Photo/Illutration IBM's Quantum scientist Dr. Maika Takita works on a quantum computer in IBM Quantum lab in Yorktown Heights, New York, in 2020. (IBM/Handout via Reuters)

In February, a Canadian cybersecurity firm delivered an ominous forecast to the U.S. Department of Defense. America’s secrets – actually, everybody’s secrets – are now at risk of exposure, warned the team from Quantum Defen5e (QD5).

QD5’s executive vice president, Tilo Kunz, told officials from the Defense Information Systems Agency that possibly as soon as 2025, the world would arrive at what has been dubbed “Q-day,” the day when quantum computers make current encryption methods useless. Machines vastly more powerful than today’s fastest supercomputers would be capable of cracking the codes that protect virtually all modern communication, he told the agency, which is tasked with safeguarding the U.S. military’s communications.

In the meantime, Kunz told the panel, a global effort to plunder data is underway so that intercepted messages can be decoded after Q-day in what he described as “harvest now, decrypt later” attacks, according to a recording of the session the agency later made public.

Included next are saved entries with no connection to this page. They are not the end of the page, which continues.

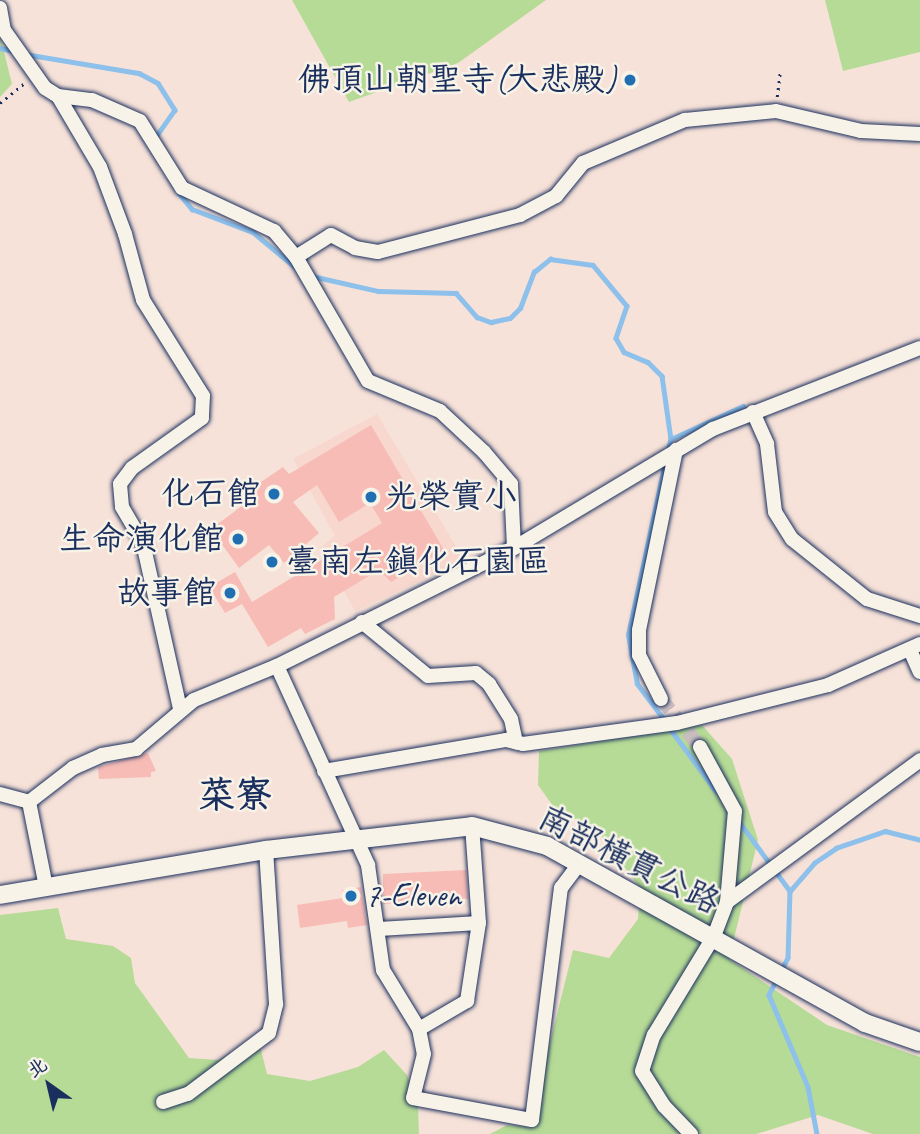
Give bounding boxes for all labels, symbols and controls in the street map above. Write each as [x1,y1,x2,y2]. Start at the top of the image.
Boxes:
place label: 佛頂山朝聖寺(大悲殿) [297,60,616,100]
marker: 佛頂山朝聖寺(大悲殿) [622,72,638,88]
place label: 化石館 [161,474,260,514]
place label: 光榮實小 [385,477,517,517]
marker: 化石館 [266,486,282,502]
marker: 光榮實小 [363,489,379,505]
place label: 生命演化館 [59,519,224,559]
marker: 生命演化館 [230,531,246,547]
place label: 臺南左鎮化石園區 [286,542,550,582]
marker: 臺南左鎮化石園區 [264,554,280,570]
place label: 故事館 [117,573,216,613]
marker: 故事館 [222,585,238,601]
district label: 菜寮 [198,773,272,817]
street label: 南部橫貫公路 [532,797,726,923]
place label: 7-Eleven [365,876,461,916]
marker: 7-Eleven [343,888,359,904]
north arrow [14,1050,84,1120]
text: 北 [23,1052,52,1083]

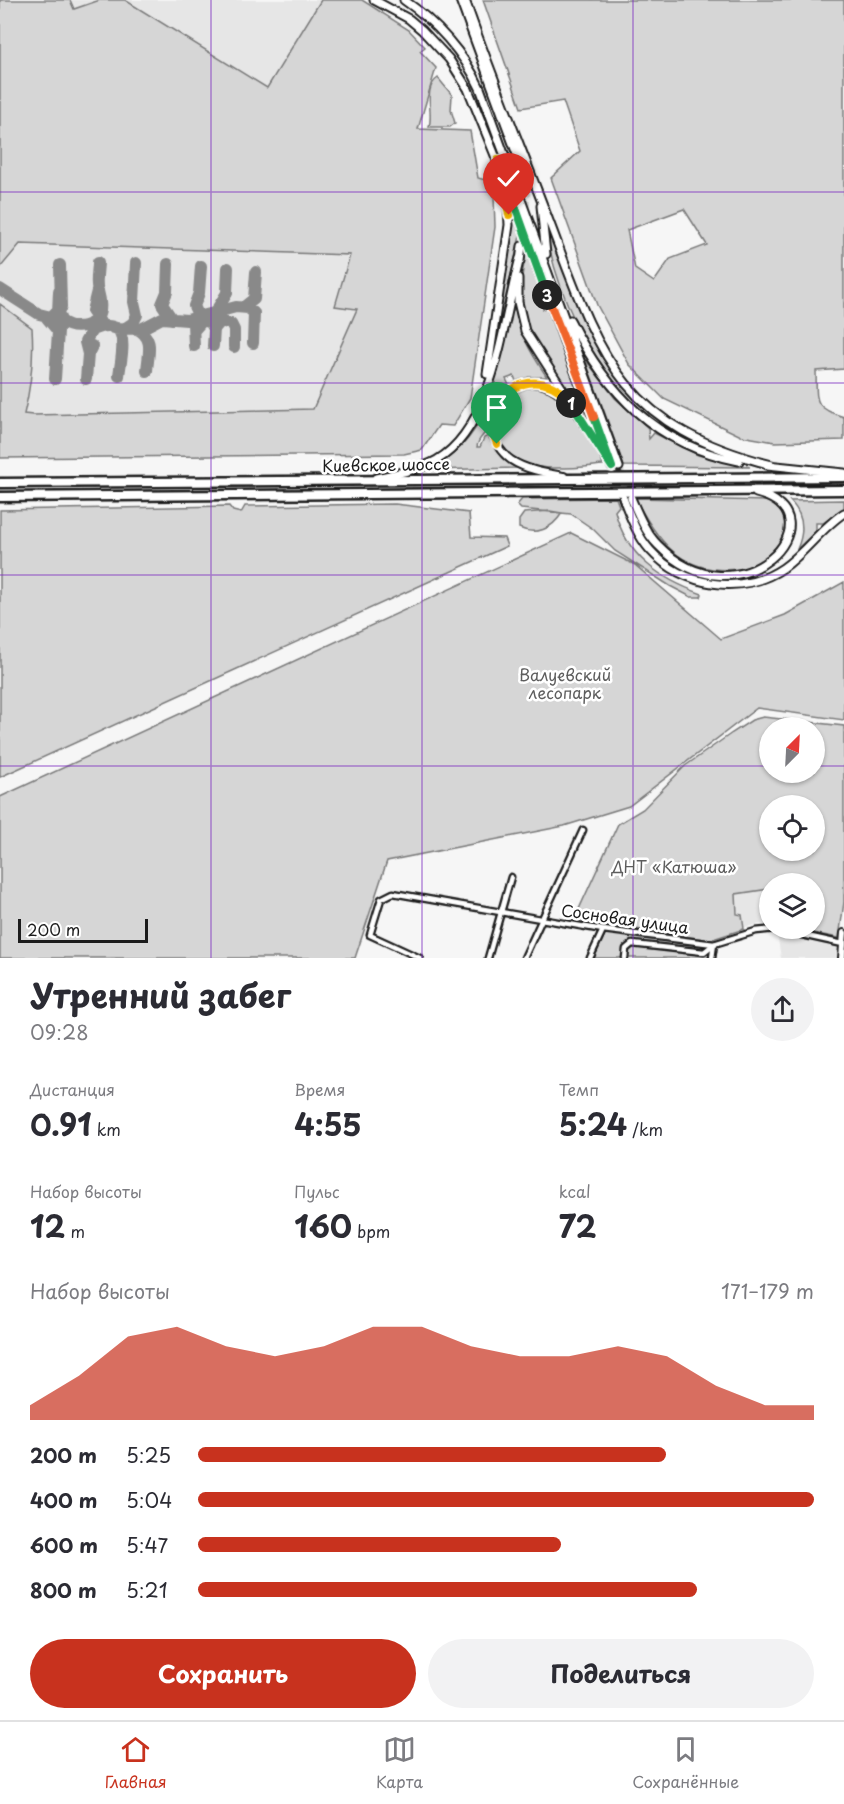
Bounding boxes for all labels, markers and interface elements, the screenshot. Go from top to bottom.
pin [483,153,534,215]
icon: check [492,162,525,195]
pin: 3 [532,280,562,310]
text: 3 [542,283,552,307]
pin [471,382,522,444]
pin: 1 [556,388,586,418]
icon: arrive [480,391,513,424]
text: 1 [567,391,575,415]
street label: Киевское шоссе [322,451,450,477]
park label: Валуевский лесопарк [519,662,611,704]
north arrow [759,717,825,783]
map controls [759,717,825,939]
button: locate [759,795,825,861]
park label: ДНТ «Катюша» [611,854,737,878]
button: layers [759,873,825,939]
street label: Сосновая улица [560,897,690,939]
scale bar [18,916,148,944]
text: 200 m [27,917,80,941]
text: Утренний забег [30,969,291,1019]
button: share [751,978,814,1041]
text: 09:28 [30,1017,89,1047]
text: Дистанция [30,1077,115,1101]
text: Время [294,1077,345,1101]
text: Темп [559,1077,599,1101]
text: 0.91 [30,1101,92,1146]
text: 4:55 [294,1101,362,1146]
text: 5:24 [559,1101,627,1146]
text: km [92,1117,121,1141]
text: /km [627,1117,663,1141]
text: Набор высоты [30,1179,142,1203]
text: Пульс [294,1179,340,1203]
text: kcal [559,1179,591,1203]
text: 12 [30,1203,65,1248]
text: 160 [294,1203,352,1248]
text: 72 [559,1203,597,1248]
text: m [65,1219,85,1243]
text: bpm [352,1219,390,1243]
text: Набор высоты [30,1276,170,1306]
text: 171–179 m [721,1276,814,1306]
text: 200 m [30,1440,97,1470]
text: 5:25 [126,1440,171,1470]
text: 400 m [30,1485,98,1515]
text: 5:04 [126,1485,172,1515]
text: 600 m [30,1530,98,1560]
text: 5:47 [126,1530,168,1560]
text: 800 m [30,1575,97,1605]
text: 5:21 [126,1575,168,1605]
button: Сохранить [30,1639,416,1708]
button: Поделиться [428,1639,814,1708]
tab: Главная [105,1733,167,1793]
tab: Карта [376,1733,423,1793]
tab: Сохранённые [632,1733,739,1793]

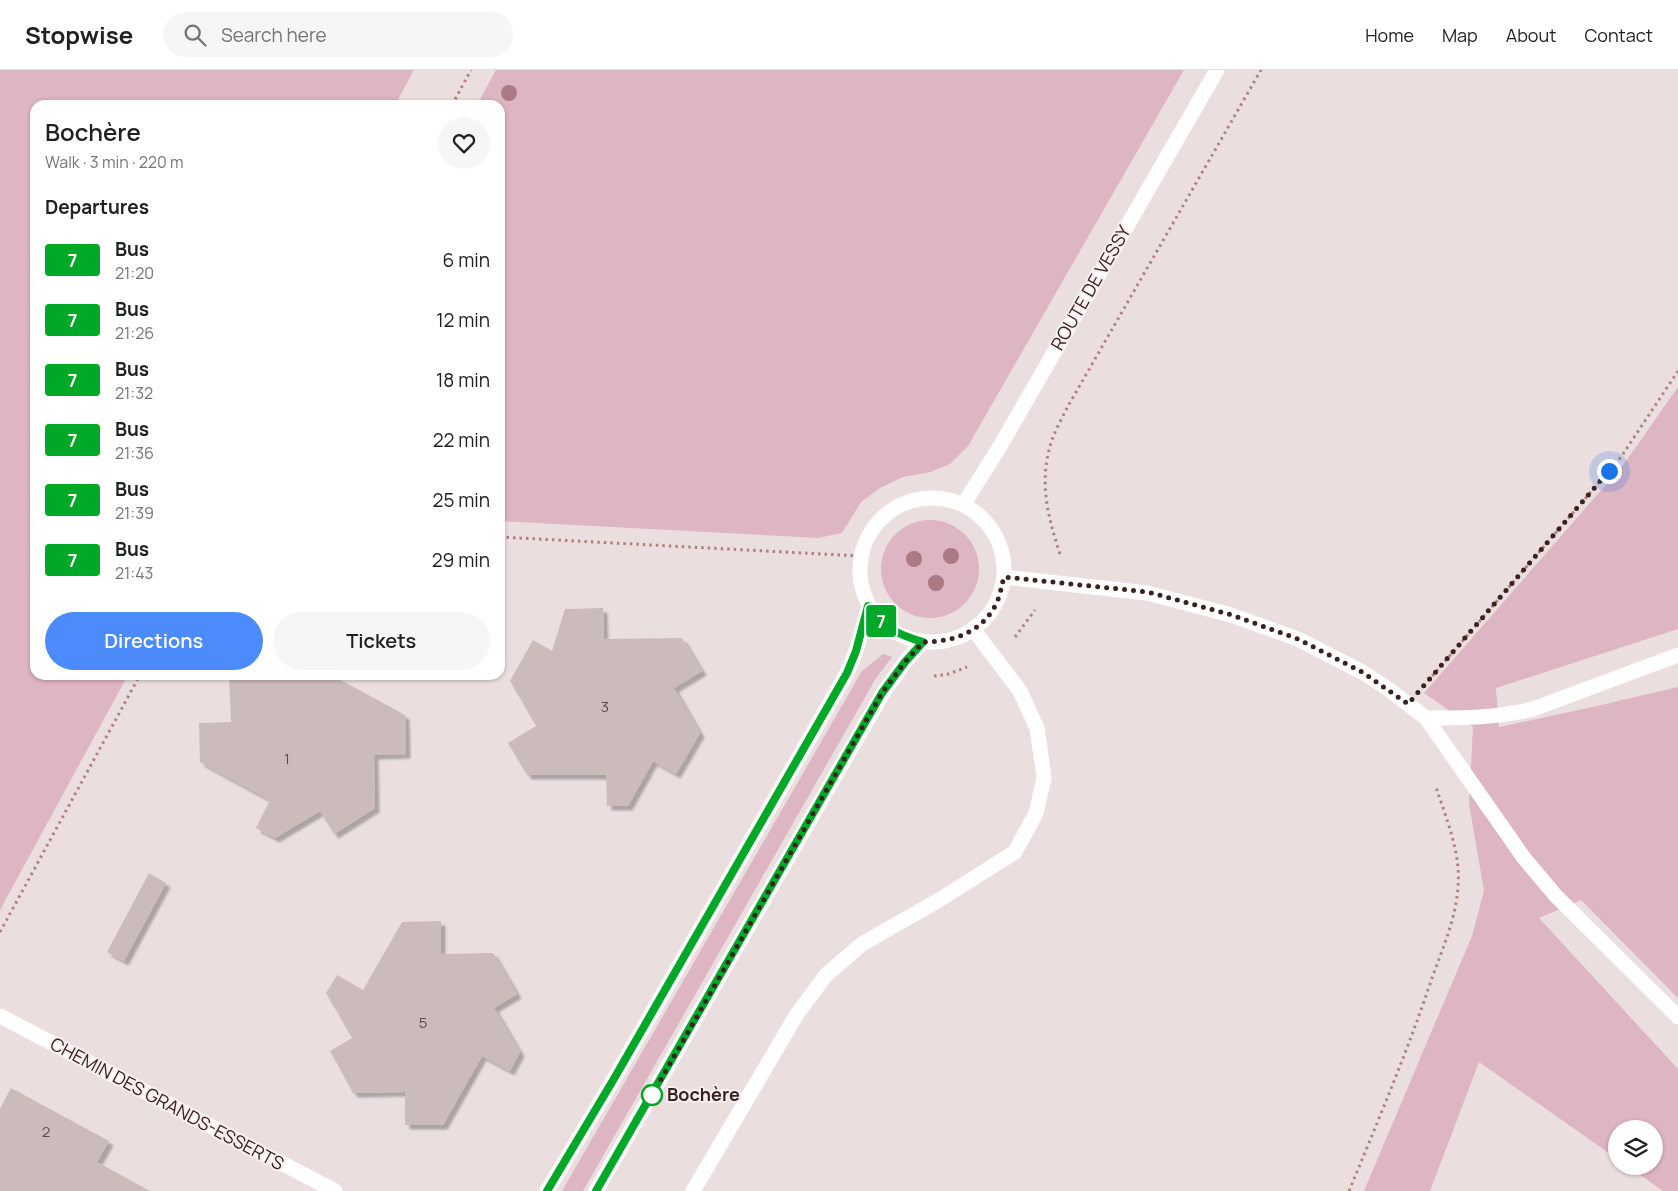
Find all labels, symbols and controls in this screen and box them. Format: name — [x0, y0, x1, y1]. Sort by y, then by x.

Militaries would see their long-term plans and intelligence gathering exposed to enemies. Businesses could have their intellectual property swiped. People’s health records would be laid bare.

“We are not the only ones who are harvesting, we are not the only ones hoping to decrypt that in the future,” Kunz said, without naming names. “Everything that gets sent over public networks is at risk.”

Kunz is among a growing chorus sounding this alarm. Many cyber experts believe all the major powers are collecting ahead of Q-day. The United States and China, the world’s leading military powers, are accusing each other of data harvesting on a grand scale.

The director of the Federal Bureau of Investigation, Christopher Wray, said in September that China had “a bigger hacking program than every other major nation combined.” In a September report, China’s chief civilian intelligence agency, the Ministry of State Security, accused the U.S. National Security Agency of “systematic” attacks to steal Chinese data.

The National Security Agency declined to comment on China’s accusation.

More is at stake than cracking codes. Quantum computers, which harness the mysterious properties of subatomic particles, promise to deliver breakthroughs in science, armaments and industry, researchers say.

Opinion is divided on the expected arrival of Q-day, to be sure. It’s still relatively early days for quantum computing: So far, only small quantum computers with limited processing power and a vulnerability to error have been built. Some researchers estimate that Q-day might come closer to the middle of the century.

No one knows who might get there first. The United States and China are considered the leaders in the field; many experts believe America still holds an edge.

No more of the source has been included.